The other piece of information that I'm sure photographers would want to know is the economic returns of different images that are in different licensing models, different categories, different collections. We think it is unfair to even attempt to try that or set the right expectations because it is very very challenging to do that based on our existing systems - to calculate all for the different returns of images that fall into different categories with some type of predictive effect. We don't want to provide information that is going to be misleading.
That said, one of the things we are doing at Corbis. We've done 27 acquisitions in our history. We're in the process of integrating all those systems with a mass of technology investment that we are doing this year. It is one of those unsexy projects in the industry that has an enormous positive impact on our ability to do business. That is called an ERP (Enterprise Resource Planning) System. Essentially it will allow us to have a lot of desktop information about how our inventory and product is performing in a much more accessible way. Once we have those tools we will reassess whether we can share more financial information with photographers. That system is being implemented this year and will be fully implemented by early next year.
JP - What percent of revenue is for rights clearance? I have heard the figure $30 million. Is that high or in the ballpark?
GS - Your number is actually low. Everyone in our industry talks about lines of business that have exploded but this is one that has truly exploded and leads the way. As everyone knows when traditional image licensing growth rates, particularly RM, have been what they've been in the past, it is very nice to have alternative businesses to drive your growth. In our industry the growth has shifted mostly to non-traditional parts of the industry.
[Corbis' gross revenue for 2006 was $251 million. If Rights Clearance was $30+ million then we come up with some less that $220 for the rest of the business. Video and other lines of business probably represent another $10 to $20 million. This puts still imagery revenue in the range of $200 to $210 million. Over 50% of that ("a majority") is for commercial uses.
Corbis' intent is to move that mix over time to 75% commercial and 25% editorial so it mirrors what Shenk believes is the mix in the marketplace, but right now he would not be more specific than to say that a majority of the revenue comes from licenses for commercial use. Corbis had a little over 10% growth in 2006 compared to 2005.]
JP - Many photographers are seeing their return per image fall and thus are pulling back on speculative production. They are either turning to more wholly owned shoots, or transitioning into lines of business other than stock photography, or at the very least expecting stock photography to be a much smaller portion of their total business. Do you see this trend happening among your photographers?

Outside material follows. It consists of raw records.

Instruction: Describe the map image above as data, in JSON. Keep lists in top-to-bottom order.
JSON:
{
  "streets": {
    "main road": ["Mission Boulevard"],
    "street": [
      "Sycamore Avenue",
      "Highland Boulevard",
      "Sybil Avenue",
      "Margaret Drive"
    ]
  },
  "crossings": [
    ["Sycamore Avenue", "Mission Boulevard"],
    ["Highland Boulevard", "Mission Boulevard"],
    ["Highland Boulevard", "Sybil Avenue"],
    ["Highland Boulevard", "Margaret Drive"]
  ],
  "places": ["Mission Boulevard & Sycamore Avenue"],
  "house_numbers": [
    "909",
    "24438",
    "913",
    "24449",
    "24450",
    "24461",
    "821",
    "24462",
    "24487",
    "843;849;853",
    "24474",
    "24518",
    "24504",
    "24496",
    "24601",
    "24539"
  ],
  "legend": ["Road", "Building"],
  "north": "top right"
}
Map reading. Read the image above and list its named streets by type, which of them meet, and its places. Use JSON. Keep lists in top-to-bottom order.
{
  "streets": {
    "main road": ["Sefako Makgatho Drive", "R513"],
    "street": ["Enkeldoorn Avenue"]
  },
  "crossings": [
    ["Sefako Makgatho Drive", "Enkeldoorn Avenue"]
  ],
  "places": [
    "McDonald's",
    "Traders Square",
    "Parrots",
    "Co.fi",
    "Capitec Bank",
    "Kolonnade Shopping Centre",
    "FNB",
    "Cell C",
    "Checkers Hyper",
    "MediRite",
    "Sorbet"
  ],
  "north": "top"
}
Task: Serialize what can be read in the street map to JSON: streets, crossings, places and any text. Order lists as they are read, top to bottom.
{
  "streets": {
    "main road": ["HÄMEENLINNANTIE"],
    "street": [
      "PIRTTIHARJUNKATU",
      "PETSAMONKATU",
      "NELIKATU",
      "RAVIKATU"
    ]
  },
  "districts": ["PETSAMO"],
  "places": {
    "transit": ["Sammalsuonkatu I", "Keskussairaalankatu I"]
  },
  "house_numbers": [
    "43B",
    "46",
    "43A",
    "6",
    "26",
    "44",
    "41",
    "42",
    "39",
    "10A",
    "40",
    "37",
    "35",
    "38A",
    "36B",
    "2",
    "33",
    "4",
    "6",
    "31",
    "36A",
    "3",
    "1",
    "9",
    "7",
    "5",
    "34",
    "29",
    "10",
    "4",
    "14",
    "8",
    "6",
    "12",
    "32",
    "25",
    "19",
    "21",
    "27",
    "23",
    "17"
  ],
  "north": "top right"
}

GS - We're trying to champion revenue-per-image at Corbis. That's one of the key things we focus on and we're taking a very highly filtered look at our collection. Right now we are in the process of trying to edit a lot of the older imagery out of the collection that hasn't been selling and continue to increase the opportunities for new imagery to come into the collection.
There is so much imagery being produced right now. But we still think there is a huge value in delivering quality and a highly filtered search experience. On many sites that are gaining some headlines these days the search experience is awful because there are so many pictures that are being submitted without any filters whatsoever. After long, hard and deep search you may be able to find the picture you need, but most people in the creative advertising market don't have the time or the desire to do that. So we're continuing to take a highly filtered approach to our collection. I would say that RPI at Corbis is moving upward and that continues to be our intent. We haven't seen a huge unwillingness of photographers to fund shoots because we are trying to deliver higher returns for them than they've gotten in the past.
JP - What percent of total industry revenue do you think comes from sales to major advertising agencies?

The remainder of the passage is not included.